* **YOUR INSTRUCTIONS**
Copy each line of the entries that contains the word "names".

* **EXTRACTED ENTRIES**
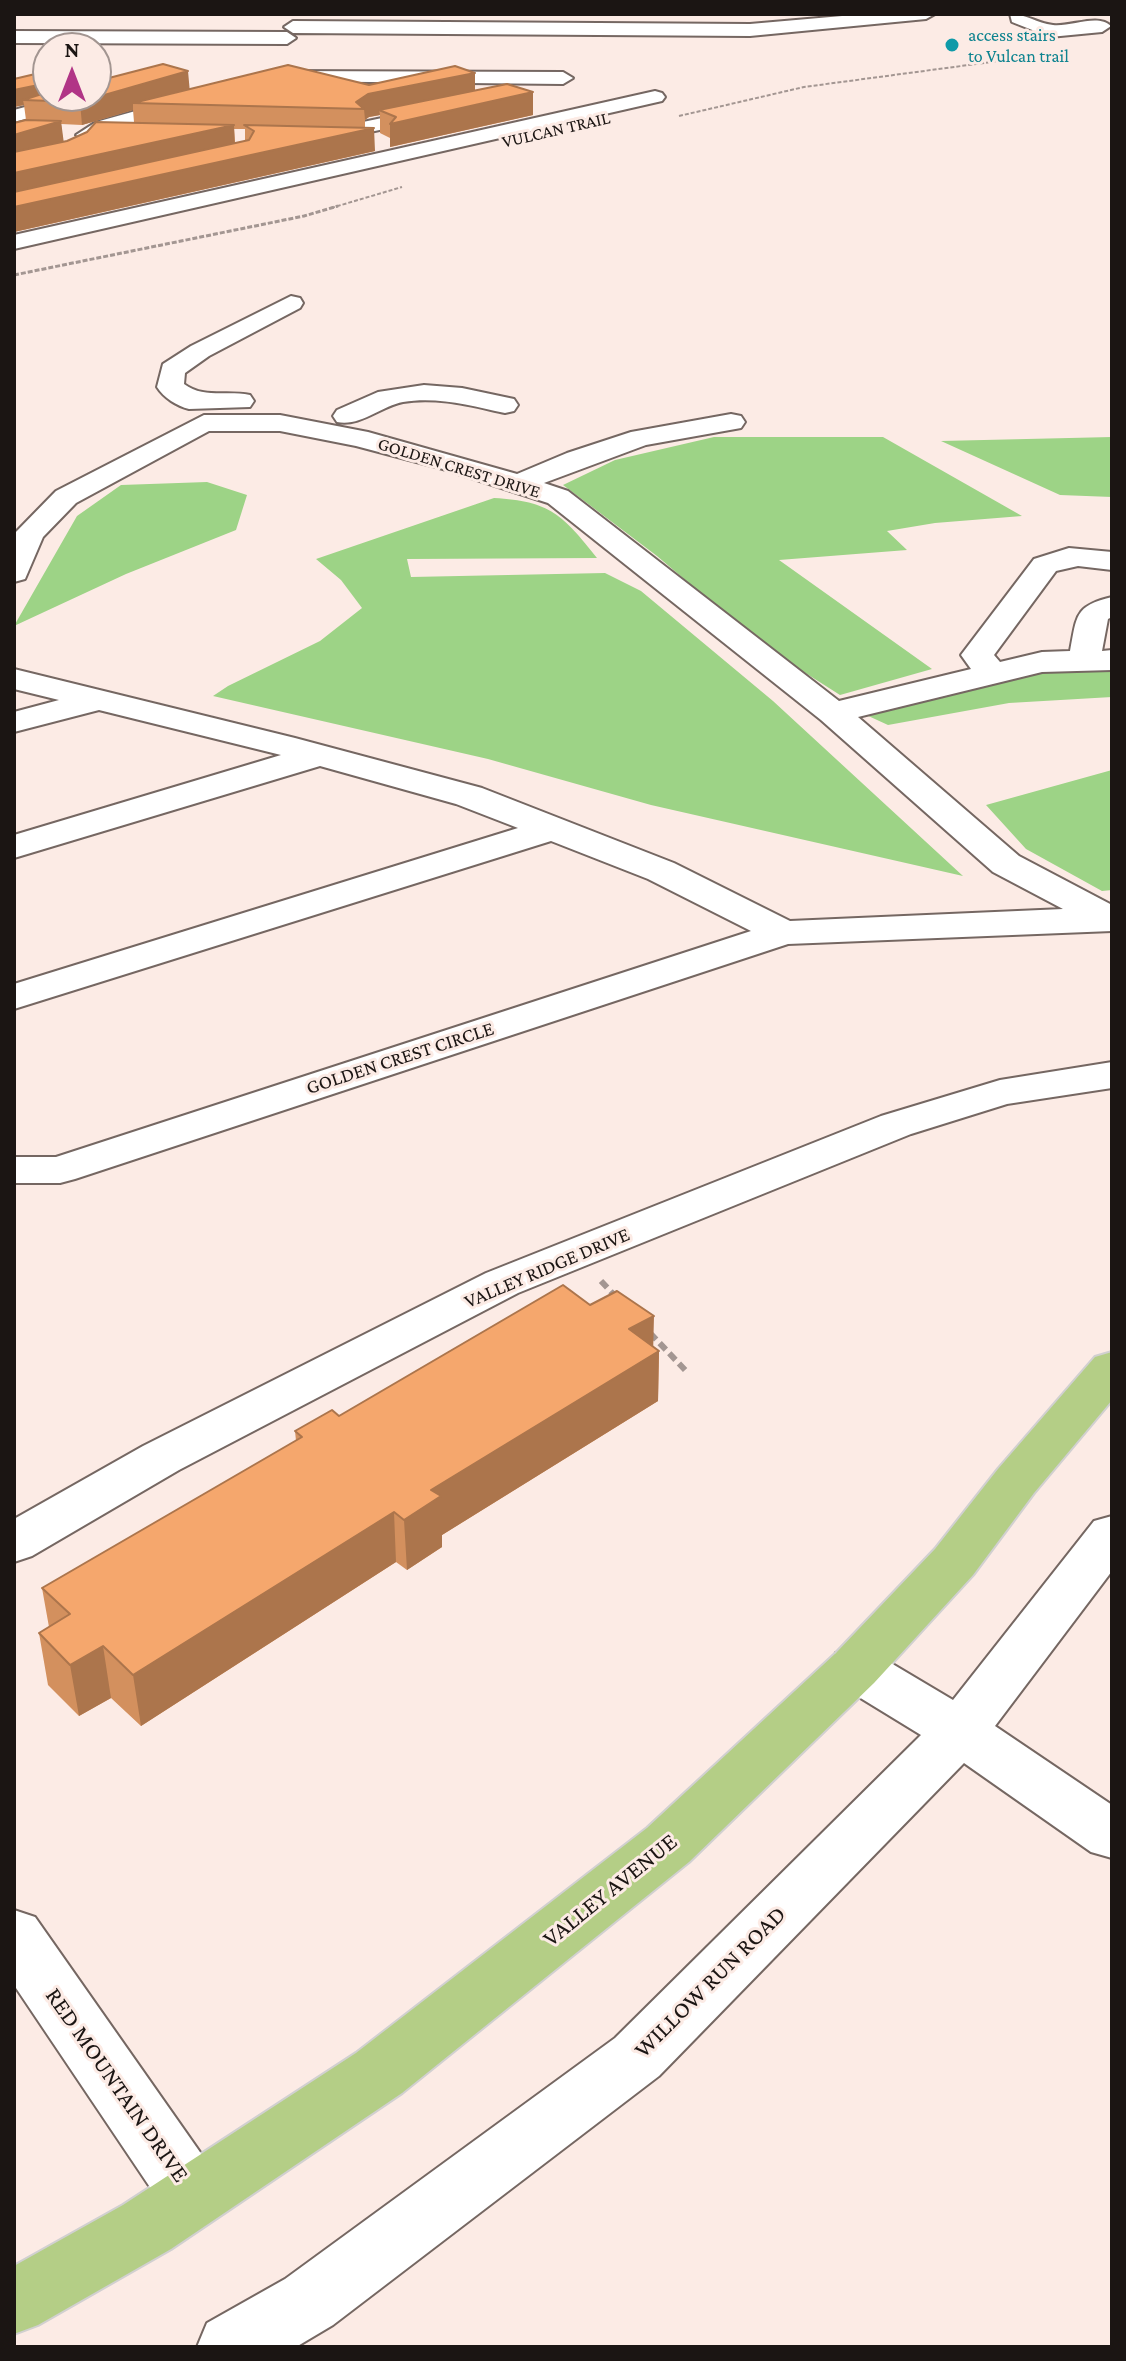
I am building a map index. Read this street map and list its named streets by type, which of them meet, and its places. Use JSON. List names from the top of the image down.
* * *
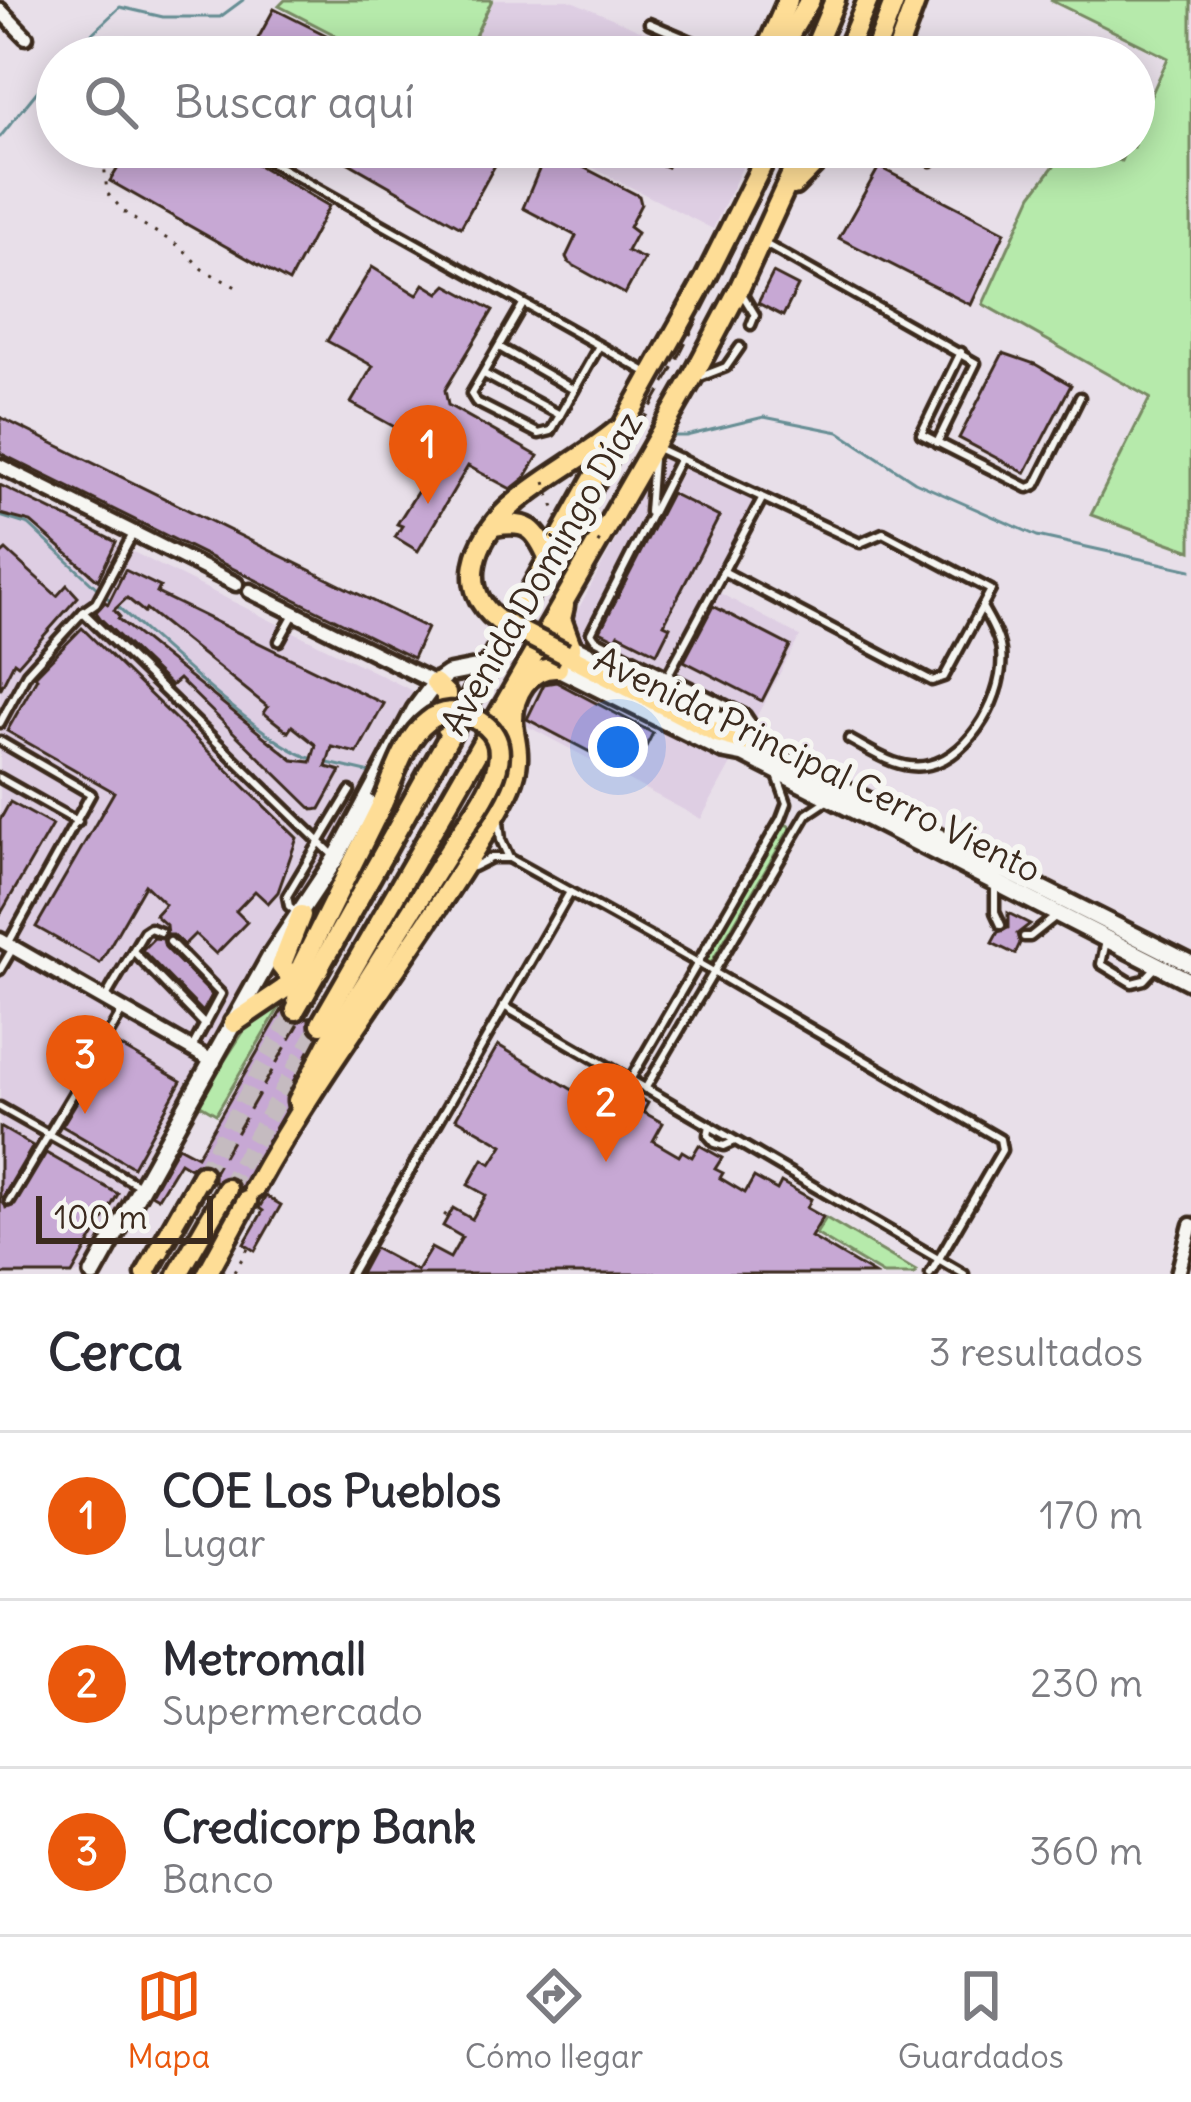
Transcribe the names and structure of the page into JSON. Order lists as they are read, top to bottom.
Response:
* * *
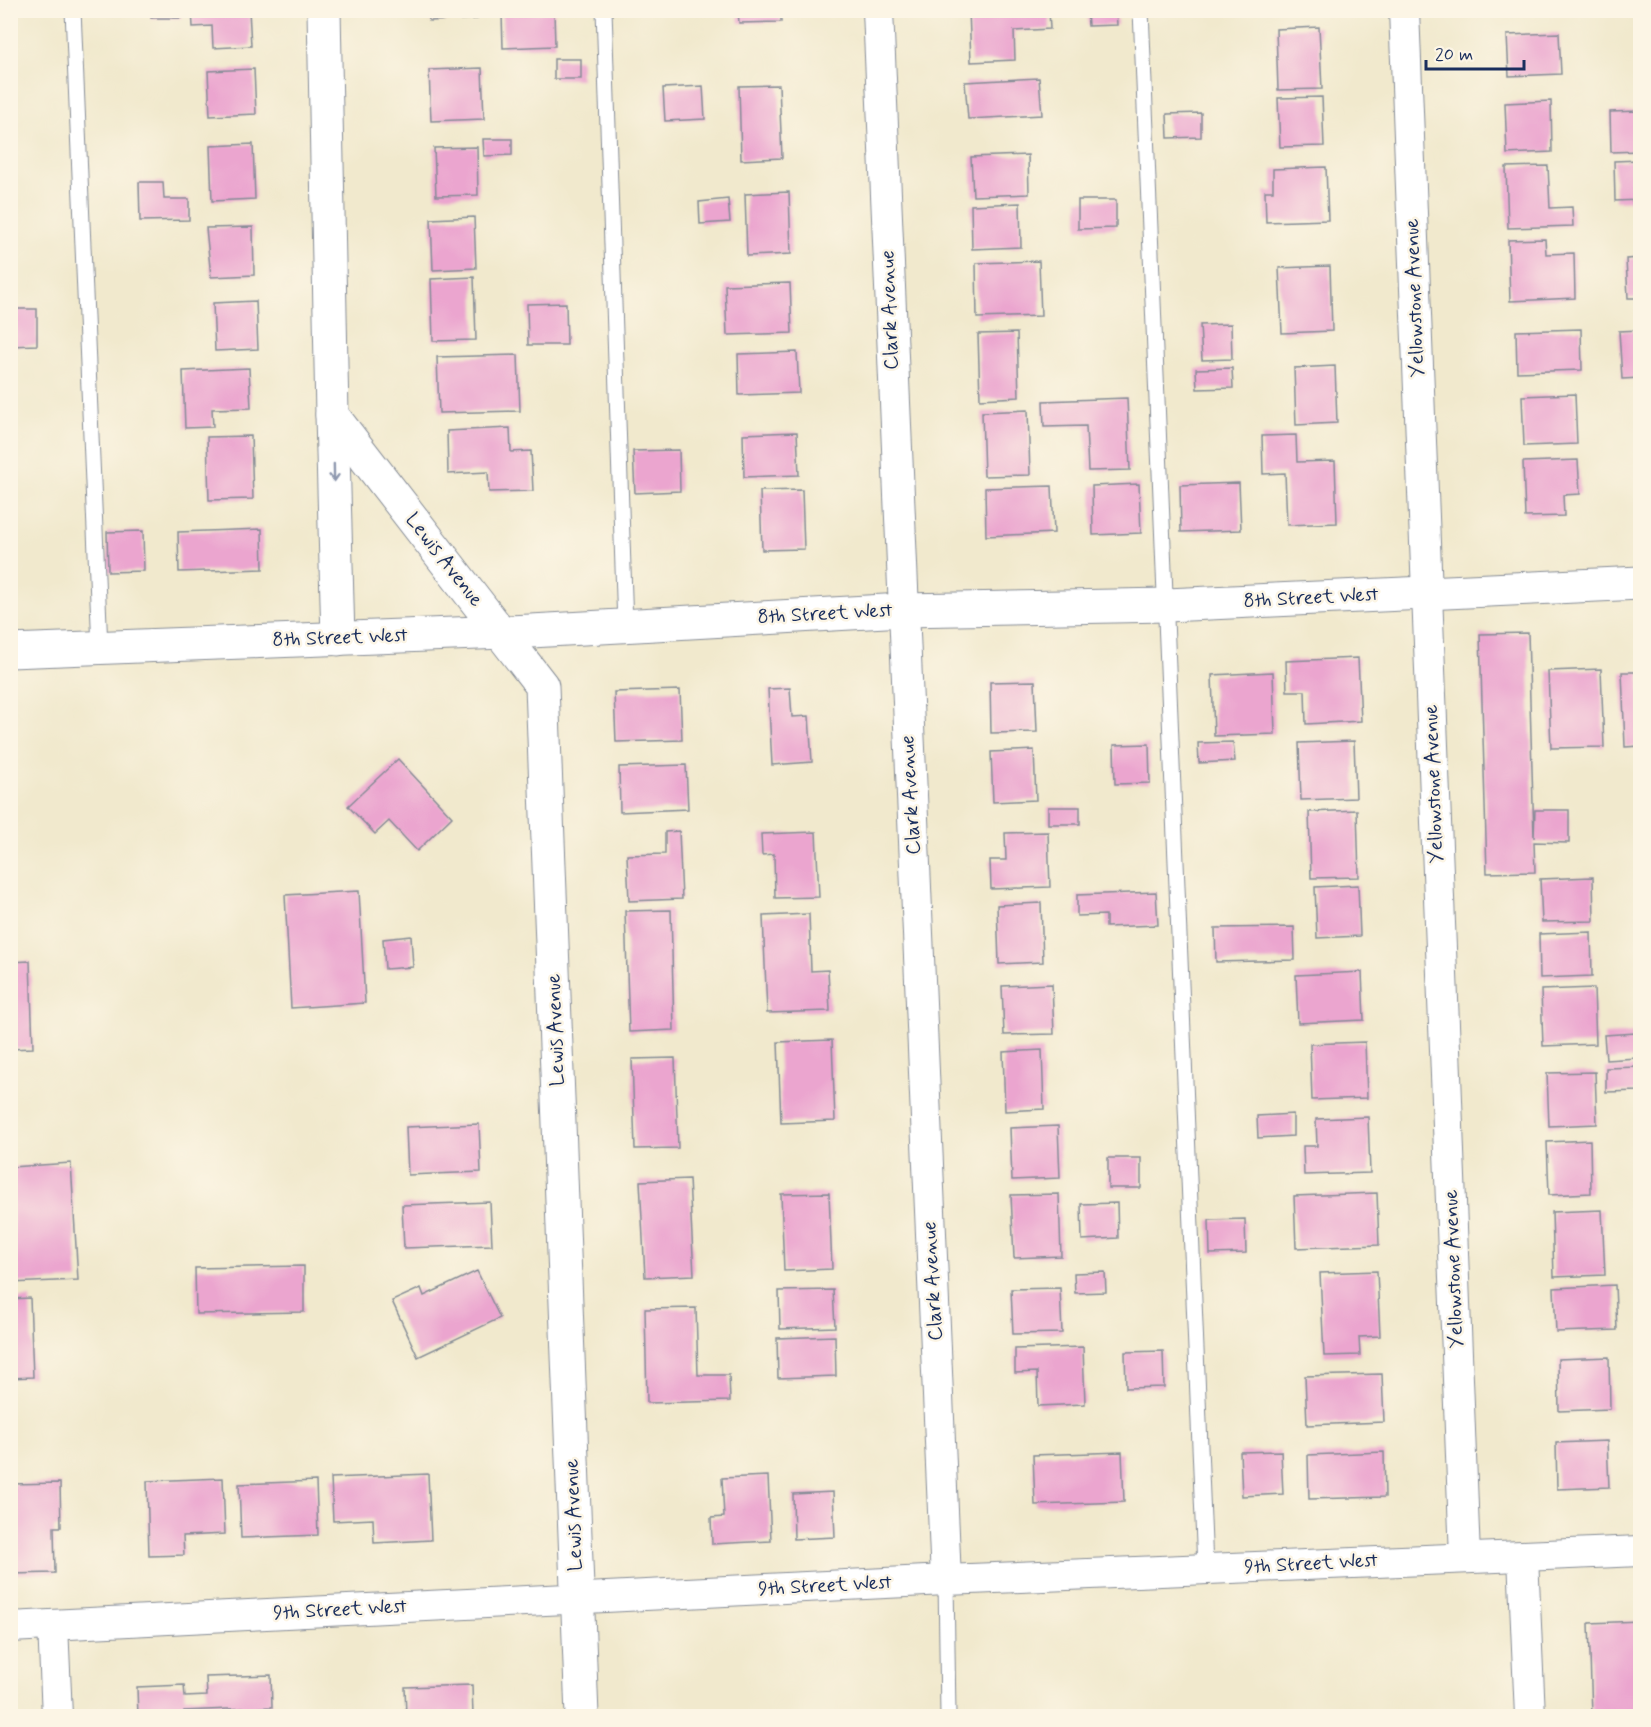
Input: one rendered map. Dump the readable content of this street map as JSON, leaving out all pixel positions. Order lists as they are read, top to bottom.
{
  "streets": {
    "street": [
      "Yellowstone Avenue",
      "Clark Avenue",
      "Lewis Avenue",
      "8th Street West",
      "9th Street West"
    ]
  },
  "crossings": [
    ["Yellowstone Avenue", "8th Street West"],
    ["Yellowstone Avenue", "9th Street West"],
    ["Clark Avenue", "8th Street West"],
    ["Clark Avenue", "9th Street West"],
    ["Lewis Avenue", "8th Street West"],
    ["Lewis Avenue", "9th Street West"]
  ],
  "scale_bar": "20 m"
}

* **WRITTEN ANSWER**
I am building a map index. Read this street map and list its named streets by type, which of them meet, and its places. Use JSON. List names from the top of the image down.
Transcribe the names and structure of the page into JSON. Order lists as they are read, top to bottom.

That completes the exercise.